Formação do tronco e cauda em vertebrados pode explicar doenças congénitas

11 de junho de 2013 - 14h39



Um estudo de investigadores do Instituto Gulbenkian de Ciência revela os mecanismos por trás da formação do tronco e cauda em vertebrados e “pode contribuir para um melhor conhecimento” de algumas síndromas humanas congénitas, informou hoje a instituição.

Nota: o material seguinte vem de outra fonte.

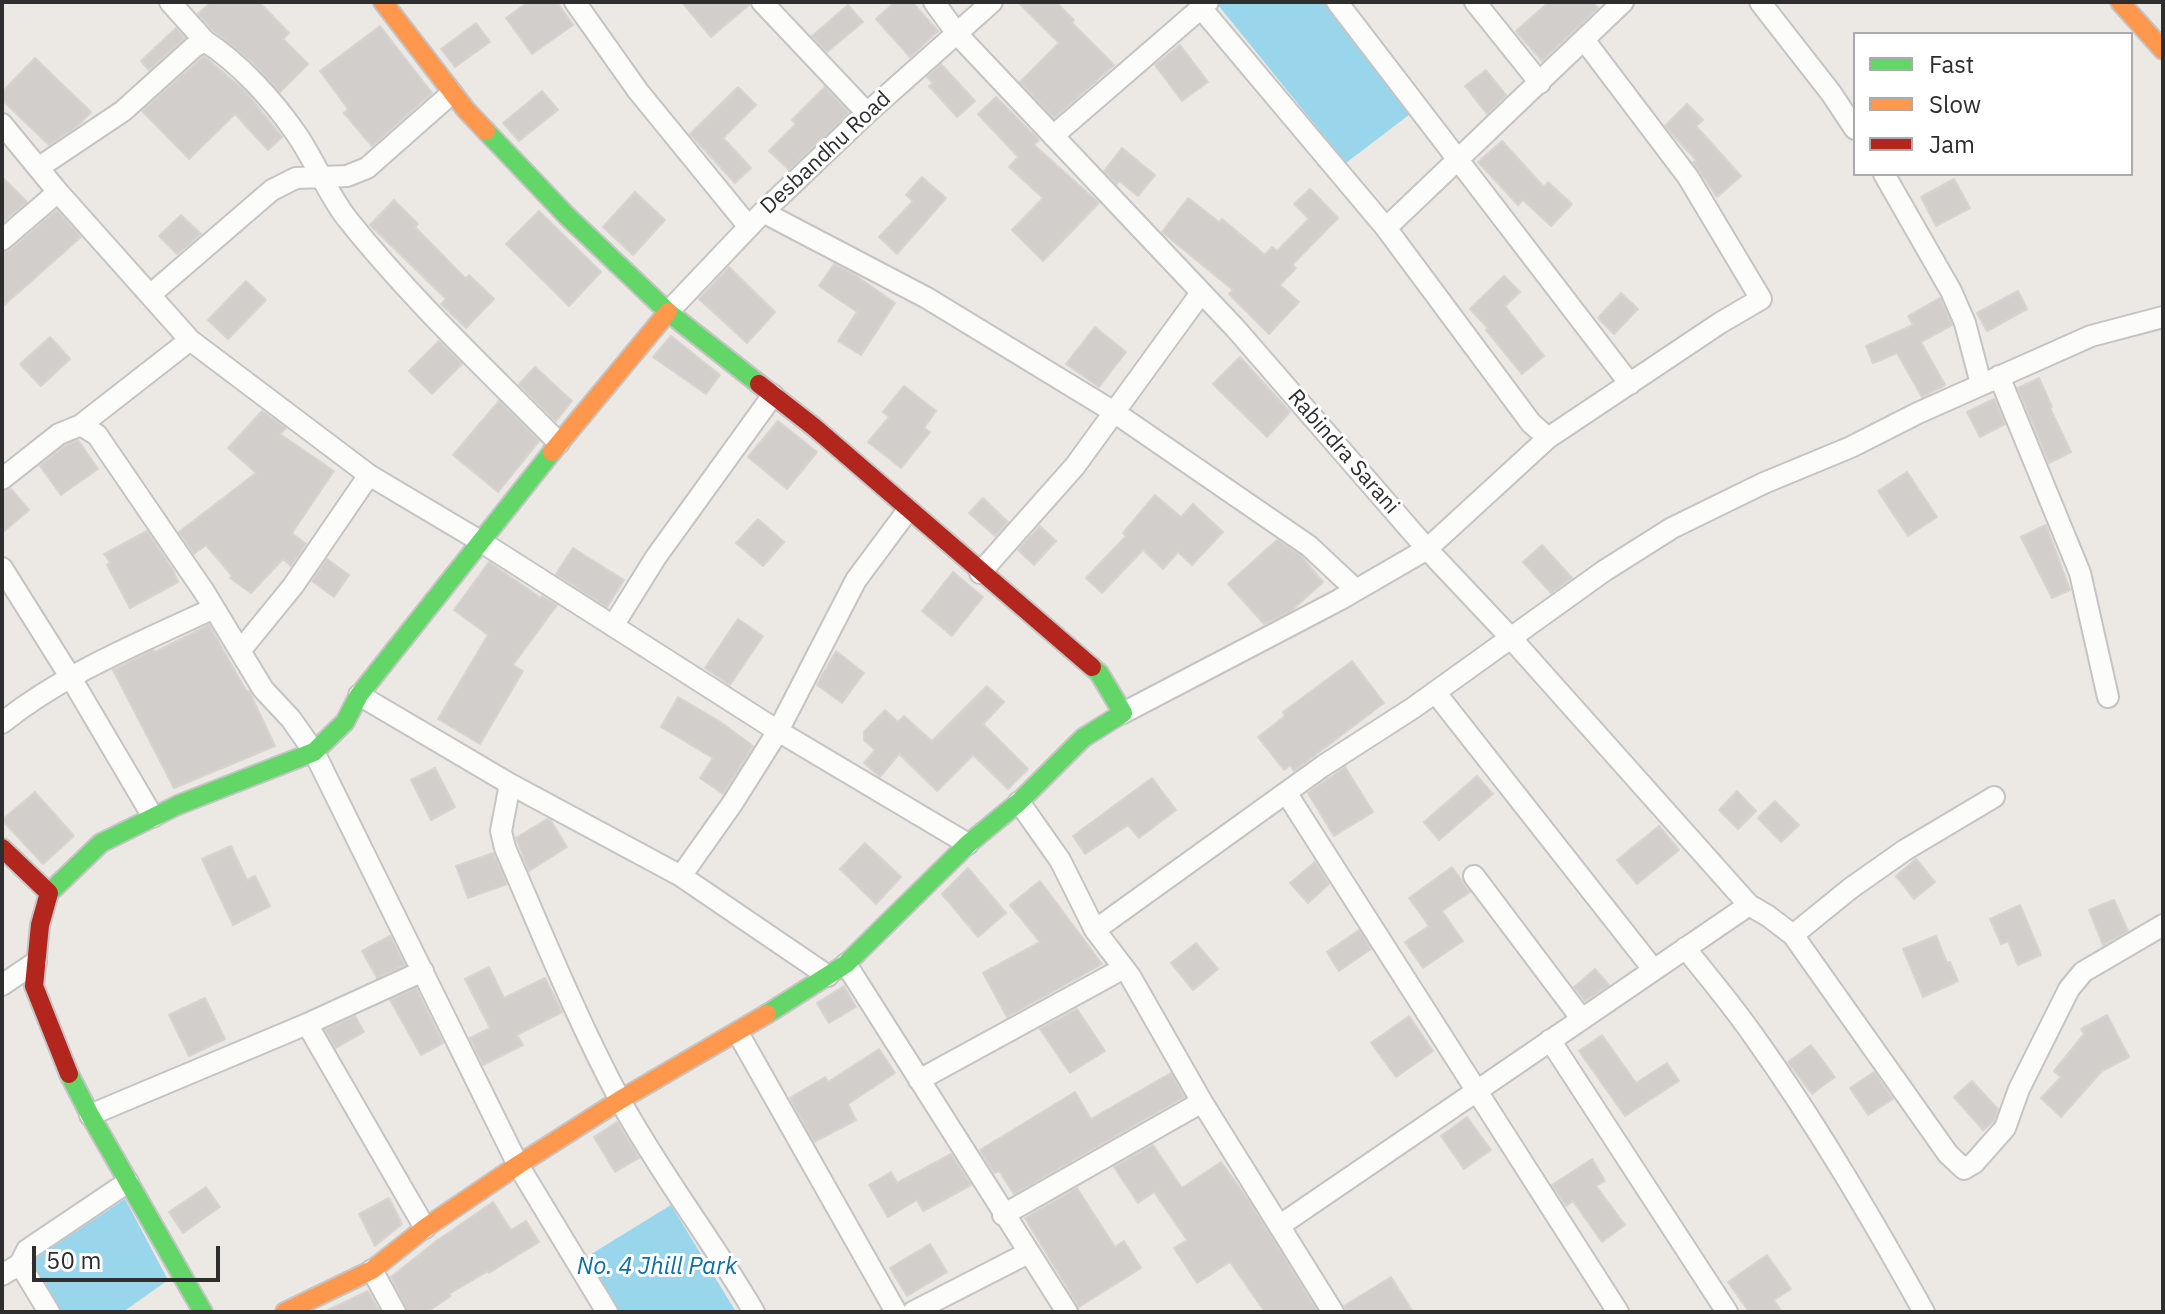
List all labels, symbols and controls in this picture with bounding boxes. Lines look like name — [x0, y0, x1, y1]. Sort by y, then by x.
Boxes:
legend — [1853, 32, 2133, 176]
text: Fast — [1929, 48, 1974, 80]
street label: Desbandhu Road — [756, 86, 896, 220]
text: Slow — [1929, 88, 1981, 120]
text: Jam — [1929, 128, 1975, 160]
street label: Rabindra Sarani — [1282, 384, 1404, 520]
scale bar — [36, 1230, 224, 1280]
text: 50 m — [46, 1244, 101, 1276]
water label: No. 4 Jhill Park — [577, 1253, 737, 1281]

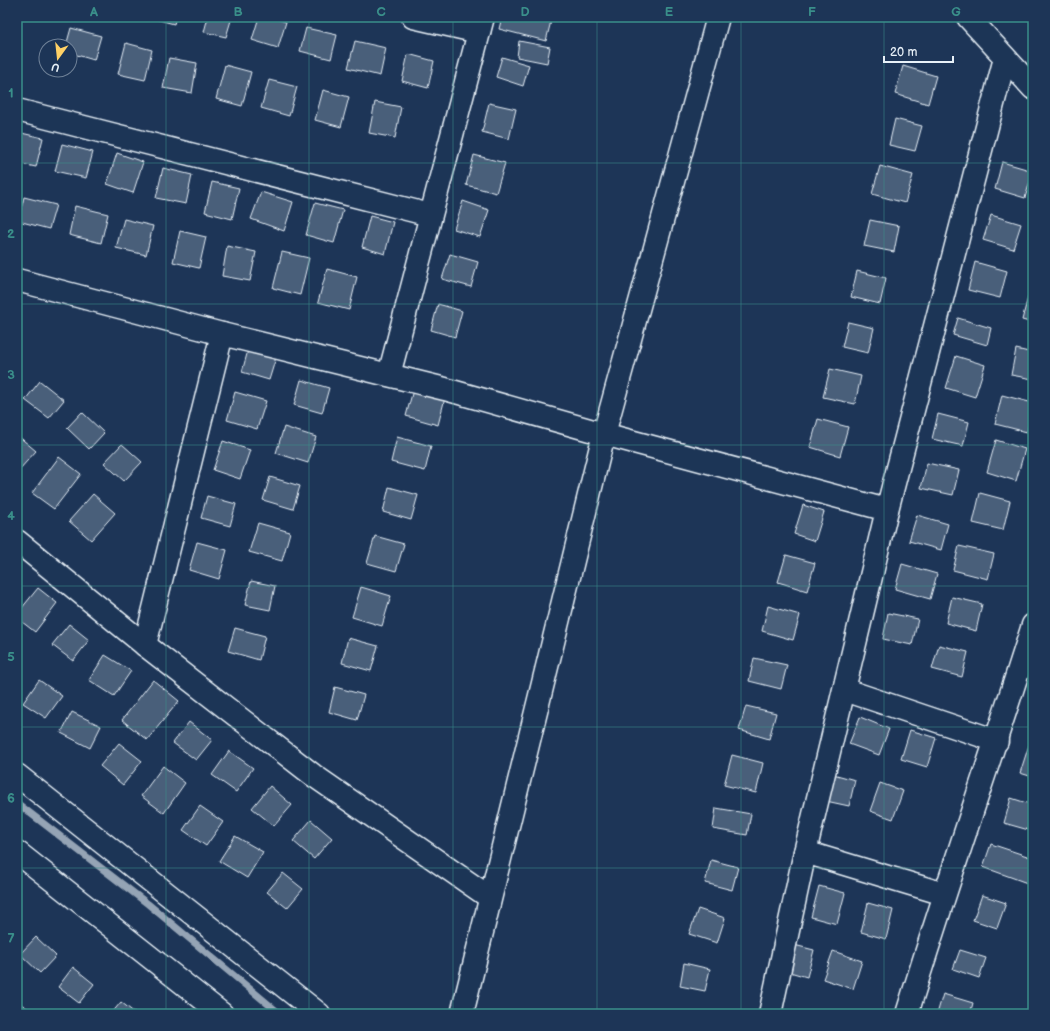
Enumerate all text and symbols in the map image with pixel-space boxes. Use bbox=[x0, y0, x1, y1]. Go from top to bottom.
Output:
text: A bbox=[89, 4, 98, 20]
text: B bbox=[233, 4, 243, 20]
text: C bbox=[376, 4, 386, 20]
text: D bbox=[520, 4, 530, 20]
text: E bbox=[665, 4, 674, 20]
text: F bbox=[808, 4, 816, 20]
text: G bbox=[951, 4, 961, 20]
north arrow bbox=[38, 38, 78, 78]
scale bar bbox=[884, 38, 953, 64]
text: 20 m bbox=[890, 45, 917, 60]
text: U bbox=[50, 60, 61, 74]
text: 1 bbox=[8, 85, 14, 101]
text: 2 bbox=[7, 226, 15, 242]
text: 3 bbox=[7, 367, 15, 383]
text: 4 bbox=[7, 508, 15, 524]
text: 5 bbox=[7, 649, 15, 665]
text: 6 bbox=[7, 790, 15, 806]
text: 7 bbox=[7, 931, 15, 947]

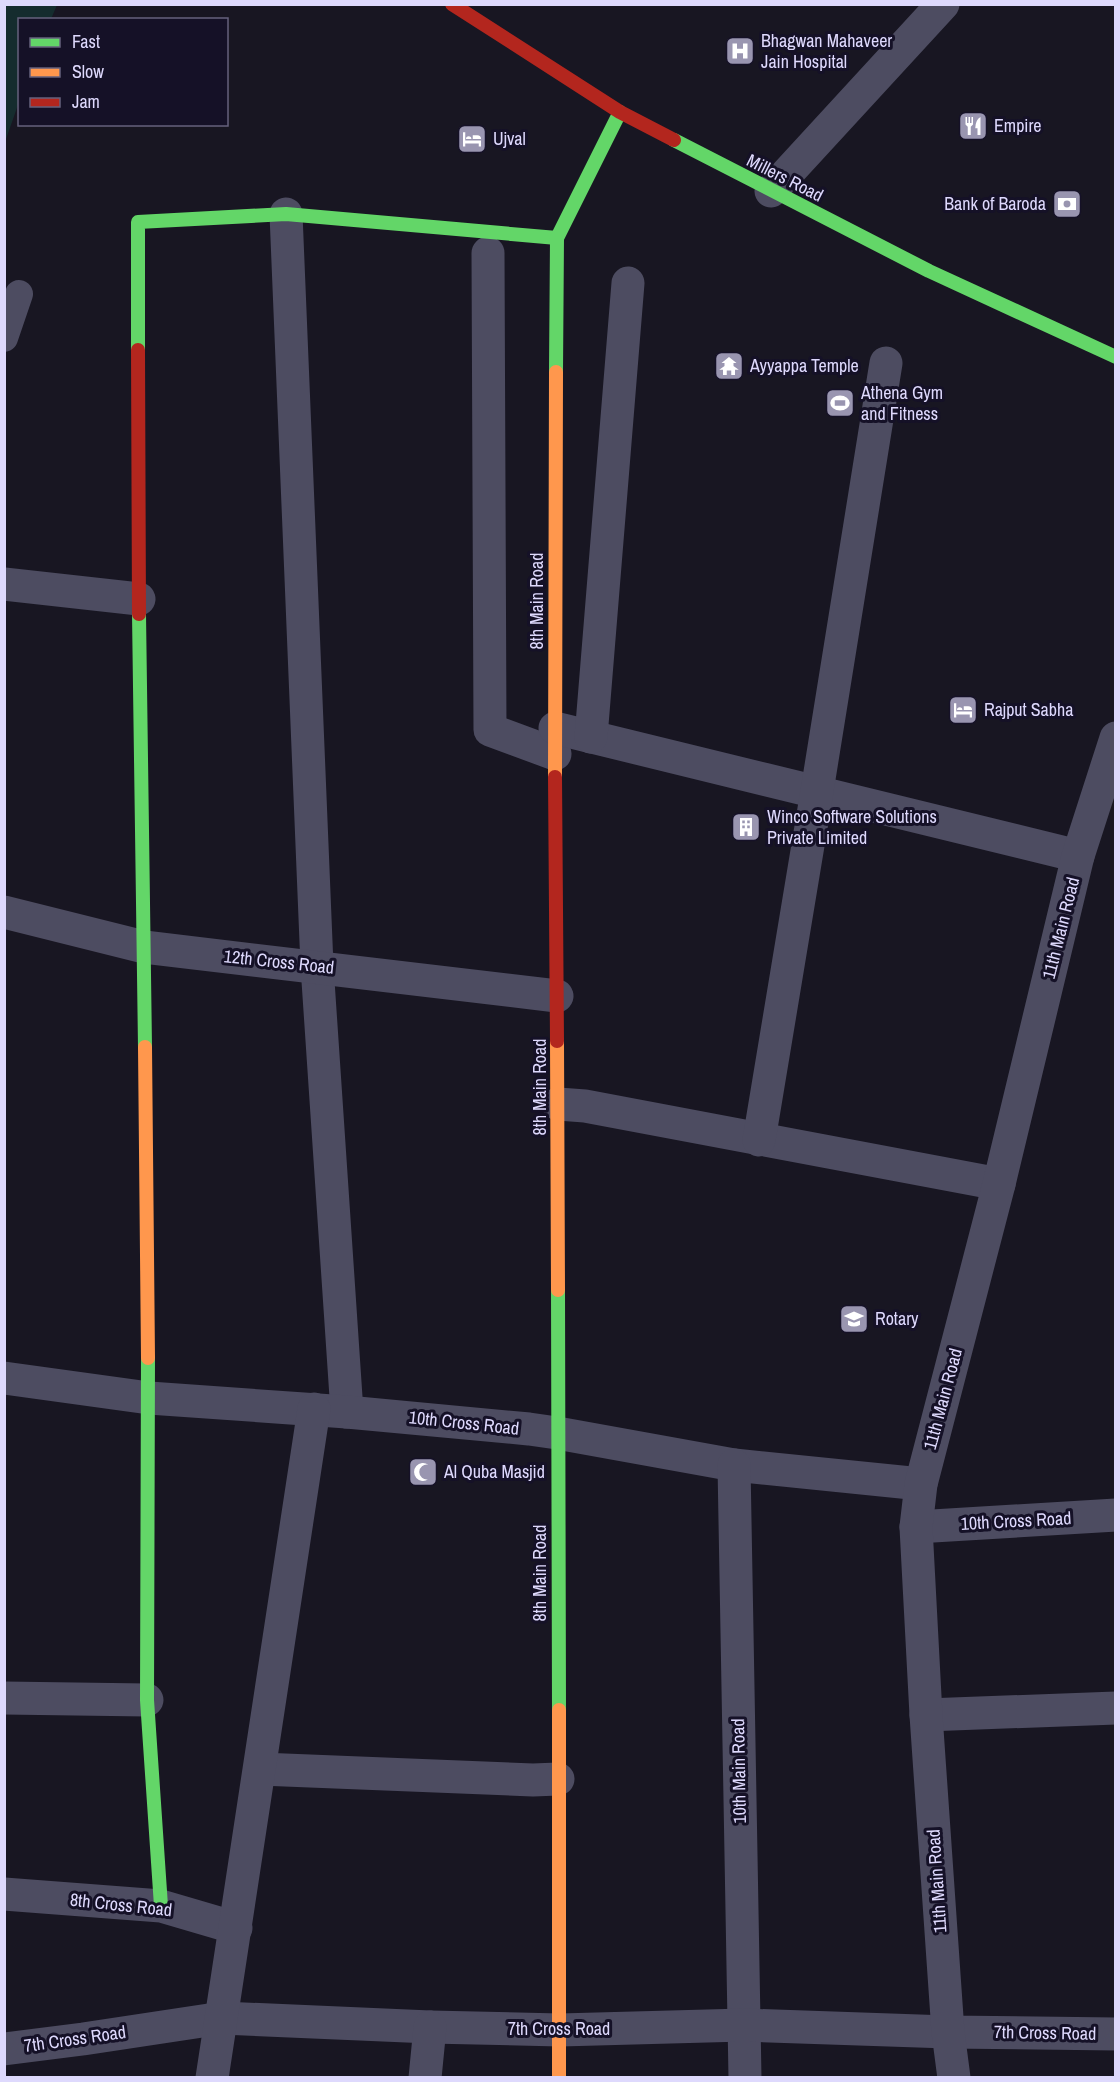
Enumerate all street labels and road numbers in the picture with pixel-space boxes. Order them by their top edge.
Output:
street label: Millers Road [743,148,828,207]
street label: 8th Main Road [524,553,549,649]
street label: 11th Main Road [1036,874,1085,981]
street label: 12th Cross Road [223,943,335,980]
street label: 8th Main Road [527,1039,552,1135]
street label: 11th Main Road [917,1345,968,1452]
street label: 10th Cross Road [408,1404,520,1441]
street label: 10th Cross Road [960,1505,1072,1536]
street label: 8th Main Road [527,1525,552,1621]
street label: 10th Main Road [725,1718,752,1824]
street label: 11th Main Road [920,1828,953,1934]
street label: 8th Cross Road [69,1887,173,1922]
street label: 7th Cross Road [508,2016,610,2041]
street label: 7th Cross Road [22,2019,127,2058]
street label: 7th Cross Road [994,2019,1096,2046]

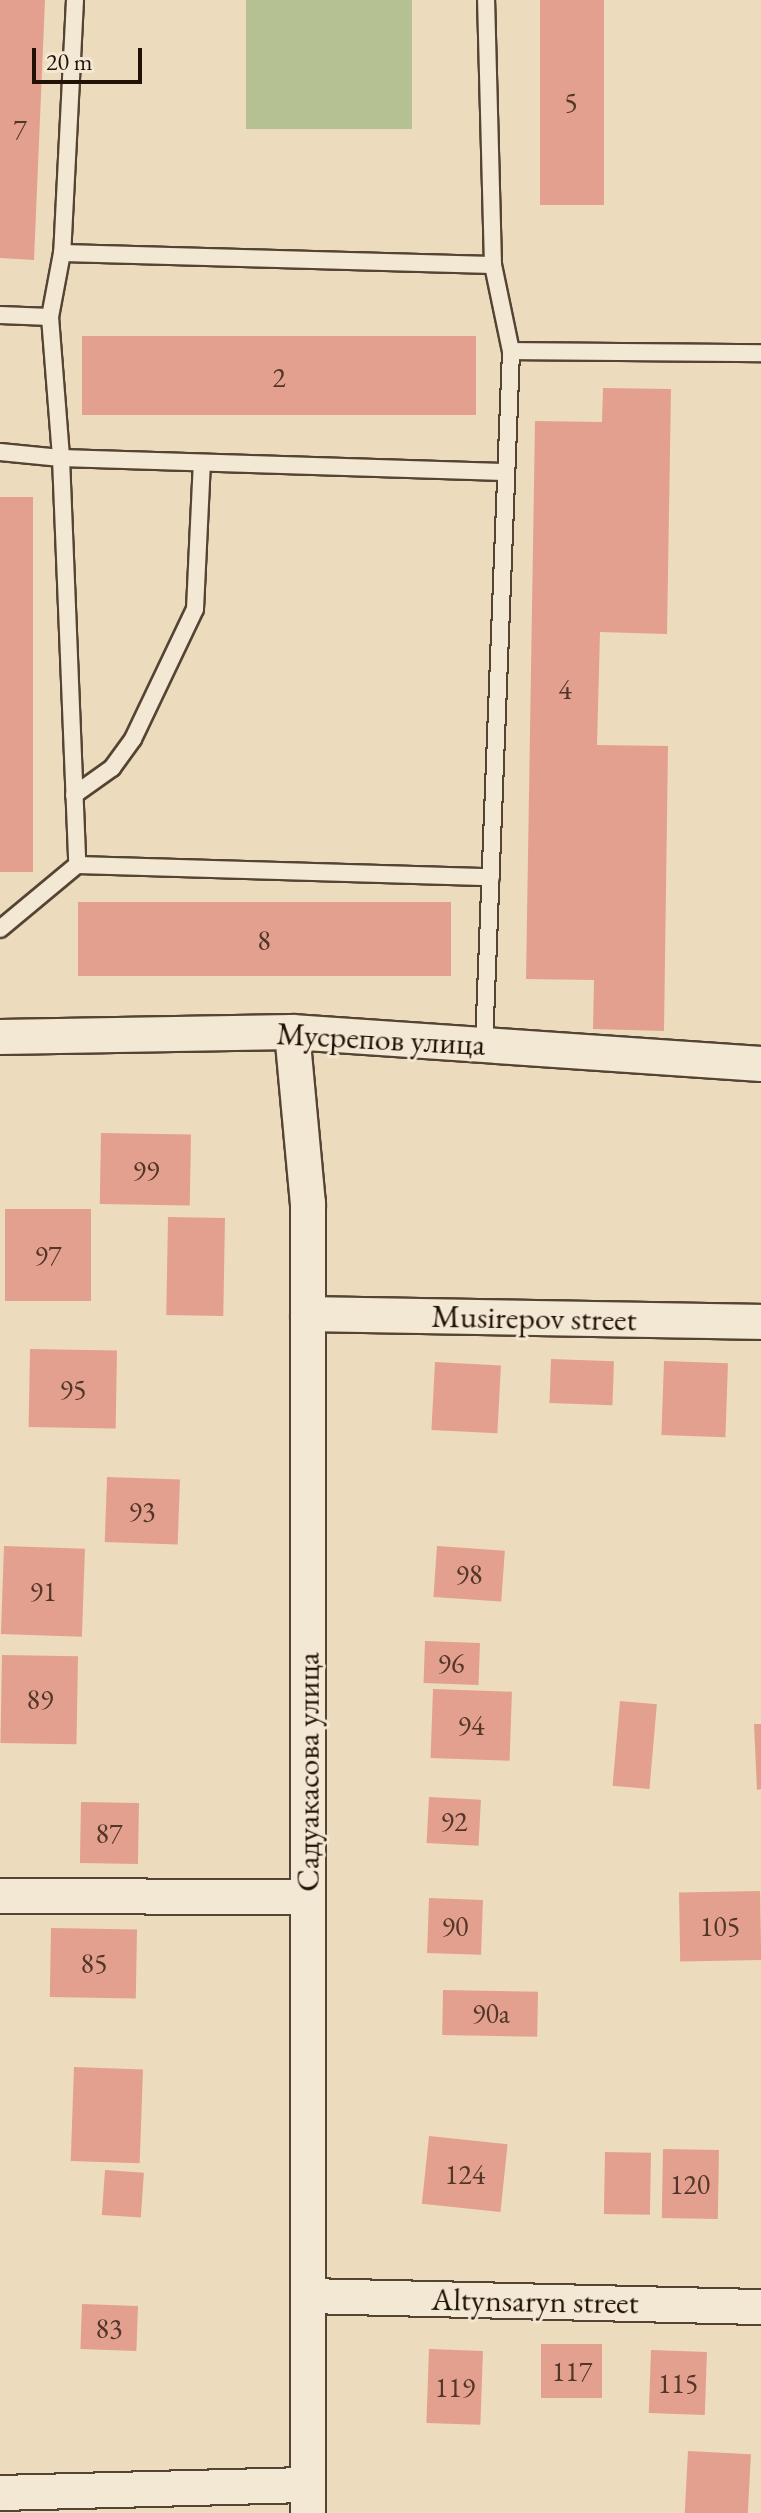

No trabalho, publicado na segunda-feira na revista Developmental Cell, é “demonstrado que a transição da formação do tronco para a cauda está intrinsecamente relacionada com a indução da formação das pernas e da cloaca (abertura final dos tratos digestivo, reprodutivo e urinário) embrionária e que esta transição é coordenada por uma cascata genética desencadeada pelo fator de sinalização Gdf11”, indica um comunicado do Instituto Gulbenkian de Ciência.



A equipa dirigida por Moisés Mallo verificou, em experiências com ratinhos, que quando o Gdf11 é geneticamente inativado “os animais têm troncos maiores e as pernas se localizam mais longe dos braços” e que quando o Gdf11 é ativado precocemente o resultado são “troncos extremamente reduzidos” e pernas localizadas imediatamente a seguir aos braços.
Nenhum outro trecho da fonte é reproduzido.